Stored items
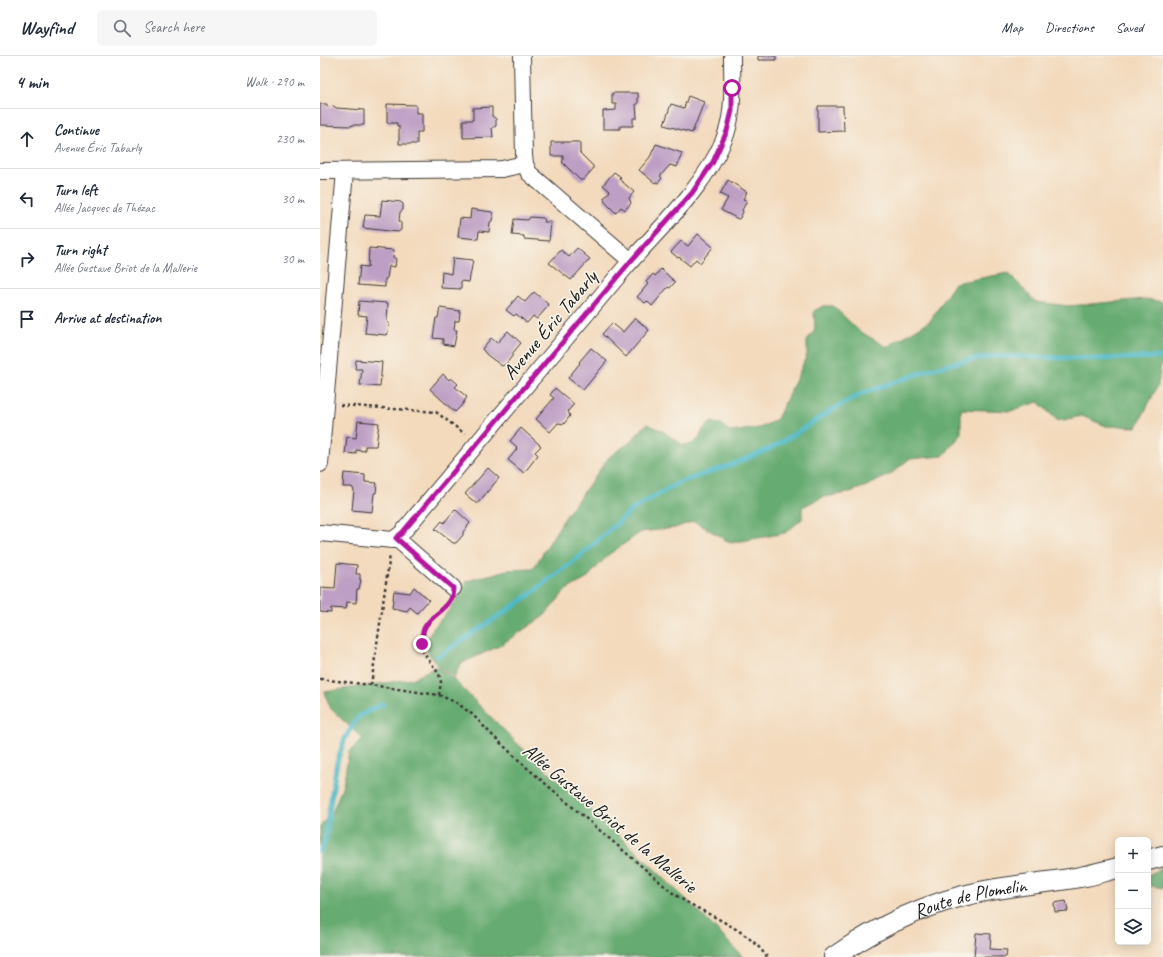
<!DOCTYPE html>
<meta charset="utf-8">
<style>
:root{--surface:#fff;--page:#f6f6f7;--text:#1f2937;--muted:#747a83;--line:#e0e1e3}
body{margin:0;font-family:Caveat,sans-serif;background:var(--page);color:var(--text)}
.controls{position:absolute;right:12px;bottom:12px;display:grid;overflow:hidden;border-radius:6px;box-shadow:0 2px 10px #0003}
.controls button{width:36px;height:36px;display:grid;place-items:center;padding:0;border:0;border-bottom:1px solid var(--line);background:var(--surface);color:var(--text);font:20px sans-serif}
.stop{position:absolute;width:12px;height:12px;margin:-9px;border:3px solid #b5179e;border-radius:50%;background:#fff}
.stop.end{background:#b5179e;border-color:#fff;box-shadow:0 1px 4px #0008}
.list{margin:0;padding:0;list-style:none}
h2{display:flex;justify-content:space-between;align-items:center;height:52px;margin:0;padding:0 16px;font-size:17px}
h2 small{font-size:13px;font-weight:400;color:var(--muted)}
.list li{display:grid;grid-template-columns:26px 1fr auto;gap:12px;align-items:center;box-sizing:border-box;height:60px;padding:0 16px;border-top:1px solid var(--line)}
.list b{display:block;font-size:15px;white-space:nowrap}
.list p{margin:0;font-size:13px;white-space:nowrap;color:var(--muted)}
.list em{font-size:13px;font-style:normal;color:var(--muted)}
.icon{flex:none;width:22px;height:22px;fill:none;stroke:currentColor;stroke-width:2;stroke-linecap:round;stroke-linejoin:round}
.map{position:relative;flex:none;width:843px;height:901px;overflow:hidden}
header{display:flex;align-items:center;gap:24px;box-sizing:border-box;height:56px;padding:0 20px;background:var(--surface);border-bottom:1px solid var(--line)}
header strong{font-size:19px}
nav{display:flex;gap:22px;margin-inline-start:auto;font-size:14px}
.search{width:280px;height:36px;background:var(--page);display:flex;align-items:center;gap:10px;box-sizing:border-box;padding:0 14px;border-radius:6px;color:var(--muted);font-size:15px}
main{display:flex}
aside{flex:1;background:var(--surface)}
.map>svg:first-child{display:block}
.forest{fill:#66ab71;stroke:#416446}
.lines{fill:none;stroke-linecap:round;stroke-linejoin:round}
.stream{stroke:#4bb8c6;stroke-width:5}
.building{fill:#bd9ec4}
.minor-casing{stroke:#3c3834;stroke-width:18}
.tertiary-casing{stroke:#3c3834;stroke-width:22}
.path{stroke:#3c3834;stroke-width:2.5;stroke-dasharray:3 3;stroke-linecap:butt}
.minor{stroke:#fff;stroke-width:16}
.tertiary{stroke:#fff;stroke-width:20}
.route{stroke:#b5179e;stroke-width:5}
.labels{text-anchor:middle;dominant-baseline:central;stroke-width:3.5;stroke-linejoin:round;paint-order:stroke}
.street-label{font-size:20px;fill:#1c1c1c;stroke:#f7f3e8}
</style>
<header>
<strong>Wayfind</strong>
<div class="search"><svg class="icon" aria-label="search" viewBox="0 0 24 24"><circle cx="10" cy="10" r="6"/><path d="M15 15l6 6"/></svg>Search here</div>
<nav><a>Map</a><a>Directions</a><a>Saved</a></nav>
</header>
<main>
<aside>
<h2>4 min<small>Walk · 290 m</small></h2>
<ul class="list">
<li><svg class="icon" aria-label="ahead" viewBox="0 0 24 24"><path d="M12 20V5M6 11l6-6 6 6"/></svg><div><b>Continue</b><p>Avenue Éric Tabarly</p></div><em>230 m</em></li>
<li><svg class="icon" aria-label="left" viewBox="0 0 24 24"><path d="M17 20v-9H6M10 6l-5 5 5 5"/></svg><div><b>Turn left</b><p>Allée Jacques de Thézac</p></div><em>30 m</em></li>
<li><svg class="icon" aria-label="right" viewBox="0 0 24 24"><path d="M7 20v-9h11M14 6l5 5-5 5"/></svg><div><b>Turn right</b><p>Allée Gustave Briot de la Mallerie</p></div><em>30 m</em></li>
<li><svg class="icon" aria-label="arrive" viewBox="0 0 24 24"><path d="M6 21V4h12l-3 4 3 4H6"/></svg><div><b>Arrive at destination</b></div></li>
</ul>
</aside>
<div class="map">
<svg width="843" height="901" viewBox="0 0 843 901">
<rect width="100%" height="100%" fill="#f7f3e8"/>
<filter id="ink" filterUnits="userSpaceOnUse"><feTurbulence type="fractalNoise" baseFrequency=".025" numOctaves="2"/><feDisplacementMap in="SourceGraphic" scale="8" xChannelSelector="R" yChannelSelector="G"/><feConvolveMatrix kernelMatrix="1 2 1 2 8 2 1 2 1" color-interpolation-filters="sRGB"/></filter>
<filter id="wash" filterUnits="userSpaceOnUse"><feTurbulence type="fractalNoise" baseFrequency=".012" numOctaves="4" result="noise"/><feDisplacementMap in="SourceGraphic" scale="16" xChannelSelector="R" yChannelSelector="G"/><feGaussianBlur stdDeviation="0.9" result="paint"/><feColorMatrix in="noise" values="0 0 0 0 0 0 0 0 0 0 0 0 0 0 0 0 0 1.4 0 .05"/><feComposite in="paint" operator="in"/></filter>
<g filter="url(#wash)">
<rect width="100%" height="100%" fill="#f3dabd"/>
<path class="forest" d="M688,217L716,246L748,250L826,243L843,246V307L841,309L838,329L817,371L786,370L762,360L738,365L718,346L691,355L641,353V379L623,400L589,403L571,418L549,429L527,437L503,441L482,451V463L465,477L411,487L374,465L355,472L321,476L288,499L266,523L246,534L224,560L179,590L140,608L134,622C127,616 111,605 108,596C102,579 120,566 129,554C136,545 141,534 147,525L187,514L213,513L246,460L289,401L309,387L327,368L341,374L363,389L372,388L379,383L383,373L392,366L404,370L410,376L440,372L457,363L479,317L487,299V285L495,274L494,255L503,250H513L539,275L567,291L610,265L635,227Z
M117,610L135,625L199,689L321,800L381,858L423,901H0V770L12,757L23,729L29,696L43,683L11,653L4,636L92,623Z
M843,812V832L831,830L828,825V819Z"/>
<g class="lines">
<path class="stream" d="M117,601L201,545L259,501L312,454L358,427L411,409L454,391L512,354L541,338L615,312L648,304L676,300L778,303L843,301
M0,796L5,786L8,761L17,706L25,682L39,660L63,648"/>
</g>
<g id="blocks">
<path class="building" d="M438,0H456V4H438Z
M292,37H318V48H316L317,62H313V70H300V73H283V55L296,54V48H292Z
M368,40L384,46L372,77L344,69L351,48L364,52Z
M0,48H7V51L14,50L16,52L44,54V69H32V70L0,69Z
M67,48L96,49V57H102V76H97V88H79V70H77V67H67Z
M498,50H523L524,75L498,76Z
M172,51V60L176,63V70L172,72L173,81L143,82V64H153V52Z
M231,86H260V97L273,110V113L263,124H260L242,106L243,105V100H231Z
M336,88L362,97L357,111L350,109L340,120L342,122L338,127L336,126L335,127L319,114L330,101Z
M294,116L301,121L299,123L314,136L309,142L311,147L305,154L301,151L296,157L285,146L284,142L290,135L283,129Z
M408,124L427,136L423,143L427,145L422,154L423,156L420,162L418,163L401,154L408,142L400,138Z
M62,144L81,146L83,148V154L80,156L79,165L81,167V174L78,176L43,172L45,159L60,160Z
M151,153L172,156L173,159L172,165L170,166L169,176L159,175L158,183L138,181L140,162L150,163Z
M210,161L223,162L225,164L224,166H231L229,185L204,183V180L192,179L194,163L208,164Z
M378,178L393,191L380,207L376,203L370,210L359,201L358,202L351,196L361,185L368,190Z
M49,192L74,194L73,201L76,203L75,211L69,210L67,222L65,223V231L38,229L40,210L48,211Z
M257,192L270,203L251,224L229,207L241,194L249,201Z
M133,202L153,204L149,226L141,225V233L121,232L122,216L131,218Z
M341,213L355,226L350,232L348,231L332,250L327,245L325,247L317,241L328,228L326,226L333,218L335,220Z
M214,236L229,249L217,263L213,260L207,267L196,258L194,260L186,254L198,240L205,246Z
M39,245L68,247L67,265L69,267L68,277L66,279L45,277L47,260L38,259Z
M120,252L140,255L139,265H135L134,274H137L134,290L123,288V283L113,282L116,262H118Z
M315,262L329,274L306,301L282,278L292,267L303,276Z
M188,275L201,287L192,298L193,299L186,308L182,310L167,299L162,293L171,282L177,287Z
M271,292L287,305L263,334L248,322L260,307L259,306Z
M36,304L62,306L60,331L40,329L42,313H35Z
M123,318L129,324L131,322L138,328L135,331L147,341L142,349L135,356L110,333Z
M235,332L254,348L248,355L250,360L244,368L238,367L230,376L216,363L234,342L230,339Z
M38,365L59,367L56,390H45V395L36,394V398L25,397L27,381L36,382Z
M201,372L221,390L215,396L218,399L204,417L188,404L197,393L196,392L197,391L190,385Z
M168,412L179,422L157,448L145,438Z
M24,417L45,419V426L57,427L56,437H54L52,456L32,454L34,434L32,431H23Z
M135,453L150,467L143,476V479L136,487H133L115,473L122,465L124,467Z
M17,507L37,509L36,518H40V524H41L39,533H37L36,547L27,546L26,553L11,552V557L0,556V532L15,533Z
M94,531L109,544L97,557L90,551L87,555L72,552L74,535L90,537Z
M746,845L748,855L735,856L734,847Z
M656,877L671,878L670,893L687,894L686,901H654Z"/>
</g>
</g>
<g filter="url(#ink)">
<use href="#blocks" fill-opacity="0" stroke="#3c3834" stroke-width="1"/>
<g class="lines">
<g class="minor-casing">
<path id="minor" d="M202,0L204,99L205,108L209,117L311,205
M0,115L182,113L205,108
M0,408L25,115
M0,477L73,484L82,477C155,389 230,302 303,214C338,173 381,136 403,86C415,59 412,29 412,0
M76,482L133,532"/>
</g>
<g class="tertiary-casing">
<g id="tertiary">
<path d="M828,804L843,800"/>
<path id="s1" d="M514,901C559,870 606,847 660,836C693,829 727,827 760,821C773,819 785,815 798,812"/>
</g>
</g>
<path class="path" d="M20,349L116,356L145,378
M0,623L51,629L98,636L119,639L137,647L153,659L170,677L206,711L354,838C384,859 425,870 447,901
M51,629L70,499
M119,639L121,626L119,618L103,596V578L106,569L129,546"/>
<use href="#minor" class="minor"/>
<use href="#tertiary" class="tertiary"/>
</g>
</g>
<g class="lines" filter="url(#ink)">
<path class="route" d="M102,588C102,581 102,574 106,569C116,555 133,552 133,532L76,482L82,477L310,206L372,137L393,106L407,75L412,55V32"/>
</g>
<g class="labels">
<g class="street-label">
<text transform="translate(230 269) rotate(-50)">Avenue Éric Tabarly</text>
<text transform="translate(290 762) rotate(40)">Allée Gustave Briot de la Mallerie</text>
<text stroke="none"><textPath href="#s1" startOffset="150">Route de Plomelin</textPath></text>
</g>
</g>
</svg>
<div class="controls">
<button>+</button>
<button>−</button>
<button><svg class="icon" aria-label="layers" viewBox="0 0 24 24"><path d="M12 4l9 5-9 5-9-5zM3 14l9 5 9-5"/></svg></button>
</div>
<div class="stop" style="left:412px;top:32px"></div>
<div class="stop end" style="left:102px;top:588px"></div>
</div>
</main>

Activity
Using the records above, pull out each line where the word "serif" occurs.

Written answer
body{margin:0;font-family:Caveat,sans-serif;background:var(--page);color:var(--text)}
.controls button{width:36px;height:36px;display:grid;place-items:center;padding:0;border:0;border-bottom:1px solid var(--line);background:var(--surface);color:var(--text);font:20px sans-serif}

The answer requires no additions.